● **Stored data**:
·····
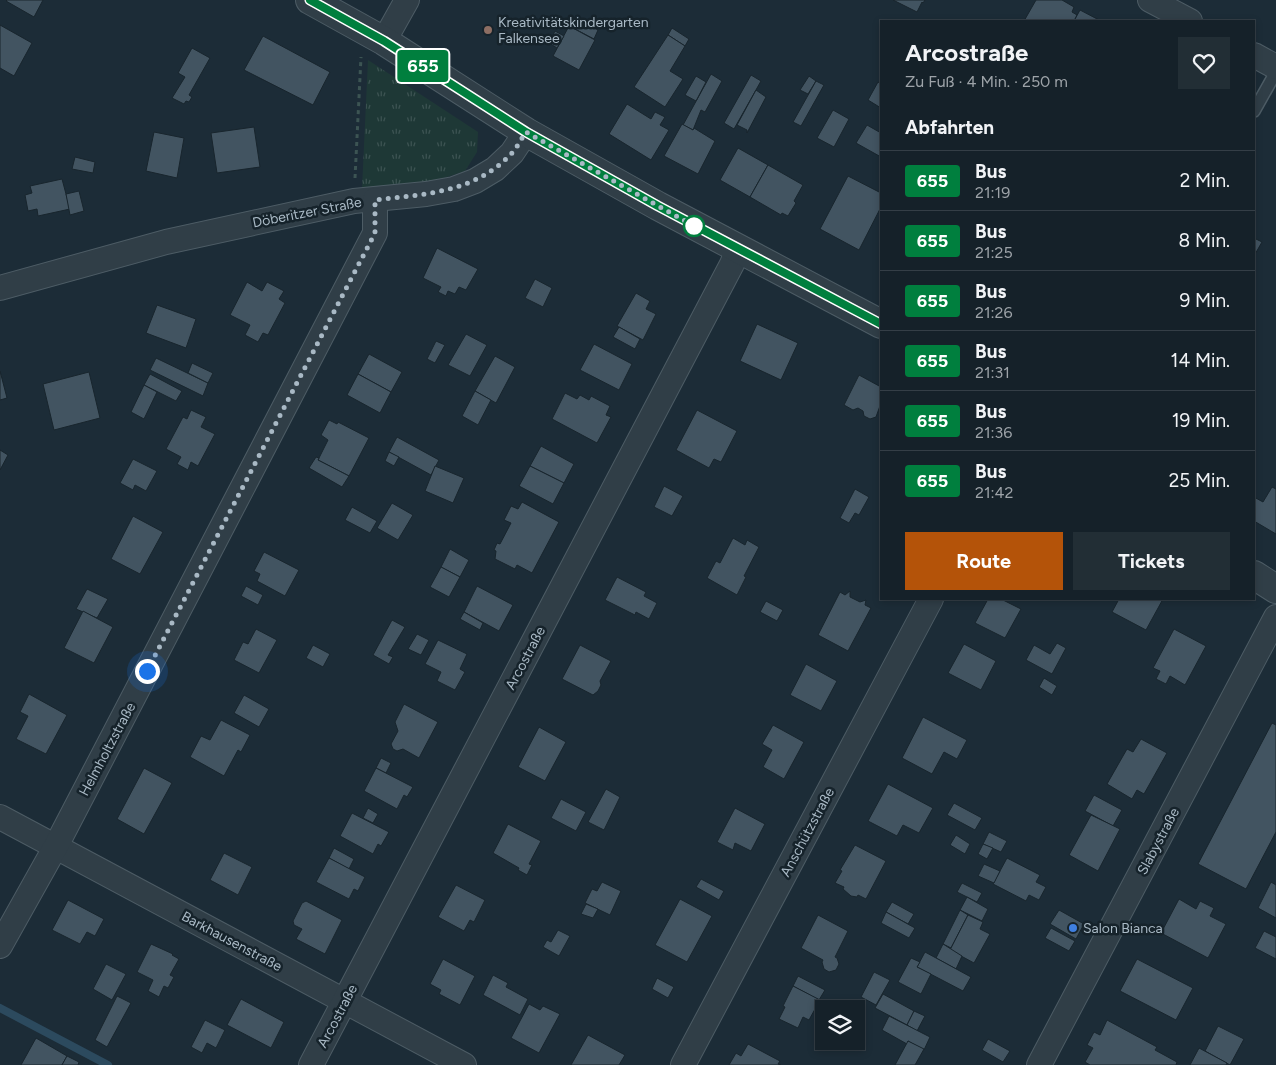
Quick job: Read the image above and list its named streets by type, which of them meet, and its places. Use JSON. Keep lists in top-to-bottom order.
{
  "streets": {
    "street": [
      "Döberitzer Straße",
      "Arcostraße",
      "Helmholtzstraße",
      "Anschützstraße",
      "Slabystraße",
      "Barkhausenstraße"
    ]
  },
  "crossings": [
    ["Döberitzer Straße", "Helmholtzstraße"],
    ["Arcostraße", "Barkhausenstraße"],
    ["Helmholtzstraße", "Barkhausenstraße"]
  ],
  "places": ["Kreativitätskindergarten Falkensee", "Salon Bianca"],
  "lines": ["bus line 655"],
  "page": {
    "on_map": "655",
    "heading": [
      ["Arcostraße", "Zu Fuß · 4 Min. · 250 m"],
      "Abfahrten"
    ],
    "list": [
      {
        "mark": "655",
        "name": "Bus",
        "note": "21:19",
        "value": "2 Min."
      },
      {
        "mark": "655",
        "name": "Bus",
        "note": "21:25",
        "value": "8 Min."
      },
      {
        "mark": "655",
        "name": "Bus",
        "note": "21:26",
        "value": "9 Min."
      },
      {
        "mark": "655",
        "name": "Bus",
        "note": "21:31",
        "value": "14 Min."
      },
      {
        "mark": "655",
        "name": "Bus",
        "note": "21:36",
        "value": "19 Min."
      },
      {
        "mark": "655",
        "name": "Bus",
        "note": "21:42",
        "value": "25 Min."
      }
    ],
    "buttons": ["Route", "Tickets"]
  }
}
·····
● **Work request**: Return all records exactly as they stand above, except for pictures.

● **Written solution**:
Quick job: Read the image above and list its named streets by type, which of them meet, and its places. Use JSON. Keep lists in top-to-bottom order.
{
  "streets": {
    "street": [
      "Döberitzer Straße",
      "Arcostraße",
      "Helmholtzstraße",
      "Anschützstraße",
      "Slabystraße",
      "Barkhausenstraße"
    ]
  },
  "crossings": [
    ["Döberitzer Straße", "Helmholtzstraße"],
    ["Arcostraße", "Barkhausenstraße"],
    ["Helmholtzstraße", "Barkhausenstraße"]
  ],
  "places": ["Kreativitätskindergarten Falkensee", "Salon Bianca"],
  "lines": ["bus line 655"],
  "page": {
    "on_map": "655",
    "heading": [
      ["Arcostraße", "Zu Fuß · 4 Min. · 250 m"],
      "Abfahrten"
    ],
    "list": [
      {
        "mark": "655",
        "name": "Bus",
        "note": "21:19",
        "value": "2 Min."
      },
      {
        "mark": "655",
        "name": "Bus",
        "note": "21:25",
        "value": "8 Min."
      },
      {
        "mark": "655",
        "name": "Bus",
        "note": "21:26",
        "value": "9 Min."
      },
      {
        "mark": "655",
        "name": "Bus",
        "note": "21:31",
        "value": "14 Min."
      },
      {
        "mark": "655",
        "name": "Bus",
        "note": "21:36",
        "value": "19 Min."
      },
      {
        "mark": "655",
        "name": "Bus",
        "note": "21:42",
        "value": "25 Min."
      }
    ],
    "buttons": ["Route", "Tickets"]
  }
}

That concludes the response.